_Aim of the exercise_.
Copy all lines below containing "align".

_Extracted records_.
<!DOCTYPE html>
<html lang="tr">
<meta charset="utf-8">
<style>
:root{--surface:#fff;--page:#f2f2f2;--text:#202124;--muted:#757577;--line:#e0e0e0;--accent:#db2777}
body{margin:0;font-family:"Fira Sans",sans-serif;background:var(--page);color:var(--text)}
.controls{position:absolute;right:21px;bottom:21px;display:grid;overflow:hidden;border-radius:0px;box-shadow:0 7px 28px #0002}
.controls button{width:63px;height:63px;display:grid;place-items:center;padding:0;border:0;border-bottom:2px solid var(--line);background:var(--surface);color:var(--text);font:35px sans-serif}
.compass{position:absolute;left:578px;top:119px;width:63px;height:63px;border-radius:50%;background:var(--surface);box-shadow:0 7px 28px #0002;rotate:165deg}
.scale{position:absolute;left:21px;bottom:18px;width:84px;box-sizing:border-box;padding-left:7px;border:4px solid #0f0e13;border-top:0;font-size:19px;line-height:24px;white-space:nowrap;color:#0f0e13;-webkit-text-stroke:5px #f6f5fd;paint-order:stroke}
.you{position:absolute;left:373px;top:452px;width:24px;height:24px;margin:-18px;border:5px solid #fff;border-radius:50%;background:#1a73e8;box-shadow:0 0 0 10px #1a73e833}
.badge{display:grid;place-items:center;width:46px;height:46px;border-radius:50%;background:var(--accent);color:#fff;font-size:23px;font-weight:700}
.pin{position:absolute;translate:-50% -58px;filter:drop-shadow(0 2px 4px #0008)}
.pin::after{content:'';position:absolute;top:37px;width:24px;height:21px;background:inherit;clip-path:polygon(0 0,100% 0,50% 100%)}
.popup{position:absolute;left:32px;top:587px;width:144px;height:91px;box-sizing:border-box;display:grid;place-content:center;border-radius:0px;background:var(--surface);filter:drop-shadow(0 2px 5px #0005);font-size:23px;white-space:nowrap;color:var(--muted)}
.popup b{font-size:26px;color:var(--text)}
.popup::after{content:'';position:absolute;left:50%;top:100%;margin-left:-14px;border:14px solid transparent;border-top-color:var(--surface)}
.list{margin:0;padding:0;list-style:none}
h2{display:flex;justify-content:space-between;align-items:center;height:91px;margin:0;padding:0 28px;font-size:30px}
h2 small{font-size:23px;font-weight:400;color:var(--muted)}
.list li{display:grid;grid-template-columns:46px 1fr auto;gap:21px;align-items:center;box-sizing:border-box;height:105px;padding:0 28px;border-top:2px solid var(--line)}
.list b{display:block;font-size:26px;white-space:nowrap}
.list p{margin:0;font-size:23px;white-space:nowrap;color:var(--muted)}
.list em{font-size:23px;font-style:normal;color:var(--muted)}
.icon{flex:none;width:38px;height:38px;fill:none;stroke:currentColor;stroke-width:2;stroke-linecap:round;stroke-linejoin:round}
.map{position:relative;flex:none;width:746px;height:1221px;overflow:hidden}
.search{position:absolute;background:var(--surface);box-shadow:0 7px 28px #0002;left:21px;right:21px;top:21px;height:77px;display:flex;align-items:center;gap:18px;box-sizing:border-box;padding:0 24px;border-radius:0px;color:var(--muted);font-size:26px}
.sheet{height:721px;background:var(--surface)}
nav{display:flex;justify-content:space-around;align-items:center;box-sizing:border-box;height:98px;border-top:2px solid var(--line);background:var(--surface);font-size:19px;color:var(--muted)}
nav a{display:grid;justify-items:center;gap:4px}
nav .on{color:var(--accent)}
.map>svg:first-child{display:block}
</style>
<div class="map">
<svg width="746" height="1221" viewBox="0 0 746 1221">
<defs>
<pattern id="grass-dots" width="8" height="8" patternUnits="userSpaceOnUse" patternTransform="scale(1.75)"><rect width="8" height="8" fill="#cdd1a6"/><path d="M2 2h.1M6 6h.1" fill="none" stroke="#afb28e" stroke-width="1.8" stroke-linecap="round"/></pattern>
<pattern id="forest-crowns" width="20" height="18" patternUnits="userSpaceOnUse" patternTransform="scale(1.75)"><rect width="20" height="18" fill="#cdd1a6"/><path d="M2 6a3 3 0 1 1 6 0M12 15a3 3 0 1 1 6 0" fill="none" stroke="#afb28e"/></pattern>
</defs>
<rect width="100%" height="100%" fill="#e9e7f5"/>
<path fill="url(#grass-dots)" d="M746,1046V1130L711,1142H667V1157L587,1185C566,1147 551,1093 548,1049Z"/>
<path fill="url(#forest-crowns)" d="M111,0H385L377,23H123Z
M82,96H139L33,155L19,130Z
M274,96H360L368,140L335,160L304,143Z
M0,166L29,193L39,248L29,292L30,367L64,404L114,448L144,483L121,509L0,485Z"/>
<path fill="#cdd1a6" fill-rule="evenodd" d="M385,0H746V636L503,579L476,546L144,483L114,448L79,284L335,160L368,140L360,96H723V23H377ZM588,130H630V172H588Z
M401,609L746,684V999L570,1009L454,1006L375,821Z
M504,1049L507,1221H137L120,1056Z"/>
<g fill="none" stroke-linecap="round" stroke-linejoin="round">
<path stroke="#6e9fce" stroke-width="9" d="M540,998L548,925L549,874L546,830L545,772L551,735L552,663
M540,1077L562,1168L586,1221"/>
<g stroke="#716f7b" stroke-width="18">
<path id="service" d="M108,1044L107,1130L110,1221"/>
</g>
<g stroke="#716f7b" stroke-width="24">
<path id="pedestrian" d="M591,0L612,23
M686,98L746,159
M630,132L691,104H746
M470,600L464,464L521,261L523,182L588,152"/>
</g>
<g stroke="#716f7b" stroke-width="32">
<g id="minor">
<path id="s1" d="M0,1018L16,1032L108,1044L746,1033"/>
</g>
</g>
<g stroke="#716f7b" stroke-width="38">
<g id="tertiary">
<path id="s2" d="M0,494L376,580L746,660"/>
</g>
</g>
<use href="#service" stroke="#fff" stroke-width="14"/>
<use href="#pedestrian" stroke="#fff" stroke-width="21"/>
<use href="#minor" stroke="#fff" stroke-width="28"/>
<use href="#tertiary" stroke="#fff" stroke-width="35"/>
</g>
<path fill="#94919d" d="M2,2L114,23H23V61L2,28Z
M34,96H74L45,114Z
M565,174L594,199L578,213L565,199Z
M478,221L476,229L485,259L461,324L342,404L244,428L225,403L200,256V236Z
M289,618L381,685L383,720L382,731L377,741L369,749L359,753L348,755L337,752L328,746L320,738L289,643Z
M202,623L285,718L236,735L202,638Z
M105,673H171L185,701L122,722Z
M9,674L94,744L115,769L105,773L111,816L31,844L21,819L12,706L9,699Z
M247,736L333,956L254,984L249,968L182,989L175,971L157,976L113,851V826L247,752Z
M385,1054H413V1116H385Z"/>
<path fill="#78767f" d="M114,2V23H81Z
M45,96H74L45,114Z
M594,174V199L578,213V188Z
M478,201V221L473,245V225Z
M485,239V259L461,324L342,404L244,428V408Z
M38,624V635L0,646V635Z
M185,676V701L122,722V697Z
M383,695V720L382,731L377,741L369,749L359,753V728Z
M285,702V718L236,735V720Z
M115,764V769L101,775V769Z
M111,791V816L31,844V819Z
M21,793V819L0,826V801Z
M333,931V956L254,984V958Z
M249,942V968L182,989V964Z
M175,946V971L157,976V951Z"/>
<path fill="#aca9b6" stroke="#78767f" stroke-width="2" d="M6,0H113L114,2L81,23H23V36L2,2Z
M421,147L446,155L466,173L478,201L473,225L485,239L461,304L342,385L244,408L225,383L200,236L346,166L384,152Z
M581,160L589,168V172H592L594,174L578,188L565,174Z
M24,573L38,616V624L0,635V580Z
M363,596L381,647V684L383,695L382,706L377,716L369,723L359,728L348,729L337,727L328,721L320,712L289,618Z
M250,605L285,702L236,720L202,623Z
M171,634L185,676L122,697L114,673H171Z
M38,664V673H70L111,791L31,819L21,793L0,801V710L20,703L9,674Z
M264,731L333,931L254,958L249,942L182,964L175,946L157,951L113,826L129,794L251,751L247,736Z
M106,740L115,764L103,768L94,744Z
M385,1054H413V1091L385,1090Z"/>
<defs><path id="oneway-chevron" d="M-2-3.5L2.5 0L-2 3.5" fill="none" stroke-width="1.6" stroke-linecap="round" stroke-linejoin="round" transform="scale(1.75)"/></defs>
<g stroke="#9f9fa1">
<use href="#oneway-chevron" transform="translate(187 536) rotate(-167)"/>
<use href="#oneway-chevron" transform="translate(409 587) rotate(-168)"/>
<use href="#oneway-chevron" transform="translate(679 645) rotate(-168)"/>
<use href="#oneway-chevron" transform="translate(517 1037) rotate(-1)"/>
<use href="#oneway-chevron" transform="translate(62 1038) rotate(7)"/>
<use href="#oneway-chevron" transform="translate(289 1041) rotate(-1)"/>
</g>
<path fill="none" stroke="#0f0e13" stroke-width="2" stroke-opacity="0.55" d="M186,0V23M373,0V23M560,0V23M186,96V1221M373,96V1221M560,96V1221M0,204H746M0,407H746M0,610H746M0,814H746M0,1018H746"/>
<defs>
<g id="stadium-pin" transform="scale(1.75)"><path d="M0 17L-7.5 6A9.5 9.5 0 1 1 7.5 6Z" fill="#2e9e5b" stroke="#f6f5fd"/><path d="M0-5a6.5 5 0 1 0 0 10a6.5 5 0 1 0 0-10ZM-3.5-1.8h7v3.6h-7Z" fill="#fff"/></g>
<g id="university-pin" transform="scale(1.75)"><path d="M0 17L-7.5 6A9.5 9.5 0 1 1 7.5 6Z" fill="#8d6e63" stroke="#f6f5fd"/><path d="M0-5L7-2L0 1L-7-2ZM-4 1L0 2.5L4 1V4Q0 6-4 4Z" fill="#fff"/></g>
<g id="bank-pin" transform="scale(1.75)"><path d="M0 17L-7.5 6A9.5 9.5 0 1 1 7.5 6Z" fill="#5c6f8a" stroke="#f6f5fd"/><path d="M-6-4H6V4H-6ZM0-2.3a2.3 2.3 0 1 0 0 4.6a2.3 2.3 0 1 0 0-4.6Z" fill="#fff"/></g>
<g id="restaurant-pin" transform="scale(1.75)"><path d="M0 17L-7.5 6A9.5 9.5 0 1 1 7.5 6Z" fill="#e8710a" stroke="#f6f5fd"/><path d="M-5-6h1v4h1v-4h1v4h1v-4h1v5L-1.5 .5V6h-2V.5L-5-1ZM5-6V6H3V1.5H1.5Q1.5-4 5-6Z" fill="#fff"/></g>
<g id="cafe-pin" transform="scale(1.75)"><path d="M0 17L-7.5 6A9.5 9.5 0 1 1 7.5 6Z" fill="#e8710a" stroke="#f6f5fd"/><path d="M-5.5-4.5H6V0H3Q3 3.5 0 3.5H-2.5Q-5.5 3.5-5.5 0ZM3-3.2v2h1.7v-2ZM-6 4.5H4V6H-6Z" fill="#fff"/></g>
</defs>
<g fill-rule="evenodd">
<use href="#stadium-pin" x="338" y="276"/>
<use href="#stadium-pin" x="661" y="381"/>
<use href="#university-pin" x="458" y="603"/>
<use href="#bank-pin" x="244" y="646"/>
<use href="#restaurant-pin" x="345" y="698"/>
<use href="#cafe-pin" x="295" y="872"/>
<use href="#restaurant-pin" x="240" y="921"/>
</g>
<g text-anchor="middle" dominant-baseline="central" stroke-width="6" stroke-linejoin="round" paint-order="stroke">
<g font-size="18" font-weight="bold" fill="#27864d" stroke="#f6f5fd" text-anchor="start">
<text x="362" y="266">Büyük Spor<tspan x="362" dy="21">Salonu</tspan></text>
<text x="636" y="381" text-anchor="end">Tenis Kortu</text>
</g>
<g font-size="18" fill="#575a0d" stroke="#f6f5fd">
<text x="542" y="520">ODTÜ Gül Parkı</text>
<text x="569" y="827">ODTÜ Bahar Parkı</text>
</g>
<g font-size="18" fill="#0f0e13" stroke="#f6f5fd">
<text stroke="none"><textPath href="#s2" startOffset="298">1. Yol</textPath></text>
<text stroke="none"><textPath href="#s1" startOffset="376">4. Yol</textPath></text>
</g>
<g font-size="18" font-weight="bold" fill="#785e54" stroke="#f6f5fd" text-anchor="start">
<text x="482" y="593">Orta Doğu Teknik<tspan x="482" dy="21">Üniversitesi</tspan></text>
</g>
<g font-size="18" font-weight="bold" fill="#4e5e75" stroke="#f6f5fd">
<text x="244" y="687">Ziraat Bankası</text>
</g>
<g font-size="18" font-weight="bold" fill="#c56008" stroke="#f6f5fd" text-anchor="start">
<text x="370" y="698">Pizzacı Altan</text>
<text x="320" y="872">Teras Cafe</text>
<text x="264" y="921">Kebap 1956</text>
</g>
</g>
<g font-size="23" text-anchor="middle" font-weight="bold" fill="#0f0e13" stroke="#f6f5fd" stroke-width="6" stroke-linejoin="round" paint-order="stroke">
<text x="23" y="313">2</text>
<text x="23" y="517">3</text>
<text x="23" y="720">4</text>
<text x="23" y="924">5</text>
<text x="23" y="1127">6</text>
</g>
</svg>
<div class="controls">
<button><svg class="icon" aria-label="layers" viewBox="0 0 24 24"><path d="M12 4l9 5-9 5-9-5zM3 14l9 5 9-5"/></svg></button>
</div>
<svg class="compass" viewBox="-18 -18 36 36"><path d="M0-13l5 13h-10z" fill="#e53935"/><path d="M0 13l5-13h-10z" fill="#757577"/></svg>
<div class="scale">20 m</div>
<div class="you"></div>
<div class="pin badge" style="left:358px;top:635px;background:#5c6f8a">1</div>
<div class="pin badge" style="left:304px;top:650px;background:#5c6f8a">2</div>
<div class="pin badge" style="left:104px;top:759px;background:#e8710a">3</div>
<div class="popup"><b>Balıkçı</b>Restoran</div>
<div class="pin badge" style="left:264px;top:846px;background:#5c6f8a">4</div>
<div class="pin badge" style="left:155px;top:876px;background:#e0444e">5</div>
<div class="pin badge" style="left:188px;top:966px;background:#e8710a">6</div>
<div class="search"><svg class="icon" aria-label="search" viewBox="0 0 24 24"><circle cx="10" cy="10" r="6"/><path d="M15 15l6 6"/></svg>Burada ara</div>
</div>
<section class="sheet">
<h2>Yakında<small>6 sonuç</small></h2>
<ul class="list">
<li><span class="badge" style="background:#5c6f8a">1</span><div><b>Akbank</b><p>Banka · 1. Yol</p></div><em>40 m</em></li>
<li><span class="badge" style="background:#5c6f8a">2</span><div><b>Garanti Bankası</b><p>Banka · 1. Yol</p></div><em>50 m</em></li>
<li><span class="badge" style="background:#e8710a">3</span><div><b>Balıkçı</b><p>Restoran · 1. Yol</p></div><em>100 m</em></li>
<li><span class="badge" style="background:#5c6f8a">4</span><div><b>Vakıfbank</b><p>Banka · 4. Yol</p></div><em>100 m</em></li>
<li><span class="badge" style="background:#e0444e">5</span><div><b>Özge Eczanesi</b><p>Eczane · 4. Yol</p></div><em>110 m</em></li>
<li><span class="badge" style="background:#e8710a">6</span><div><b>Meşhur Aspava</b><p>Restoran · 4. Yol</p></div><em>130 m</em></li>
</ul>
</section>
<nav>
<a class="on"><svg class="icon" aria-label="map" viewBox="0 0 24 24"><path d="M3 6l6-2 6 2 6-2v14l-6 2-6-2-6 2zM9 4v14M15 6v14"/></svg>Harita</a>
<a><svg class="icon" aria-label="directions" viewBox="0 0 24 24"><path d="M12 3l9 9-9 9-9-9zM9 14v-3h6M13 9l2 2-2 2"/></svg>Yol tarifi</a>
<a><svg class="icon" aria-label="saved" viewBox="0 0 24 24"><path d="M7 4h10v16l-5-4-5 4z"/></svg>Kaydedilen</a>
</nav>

_Solution to this problem_.
h2{display:flex;justify-content:space-between;align-items:center;height:91px;margin:0;padding:0 28px;font-size:30px}
.list li{display:grid;grid-template-columns:46px 1fr auto;gap:21px;align-items:center;box-sizing:border-box;height:105px;padding:0 28px;border-top:2px solid var(--line)}
.search{position:absolute;background:var(--surface);box-shadow:0 7px 28px #0002;left:21px;right:21px;top:21px;height:77px;display:flex;align-items:center;gap:18px;box-sizing:border-box;padding:0 24px;border-radius:0px;color:var(--muted);font-size:26px}
nav{display:flex;justify-content:space-around;align-items:center;box-sizing:border-box;height:98px;border-top:2px solid var(--line);background:var(--surface);font-size:19px;color:var(--muted)}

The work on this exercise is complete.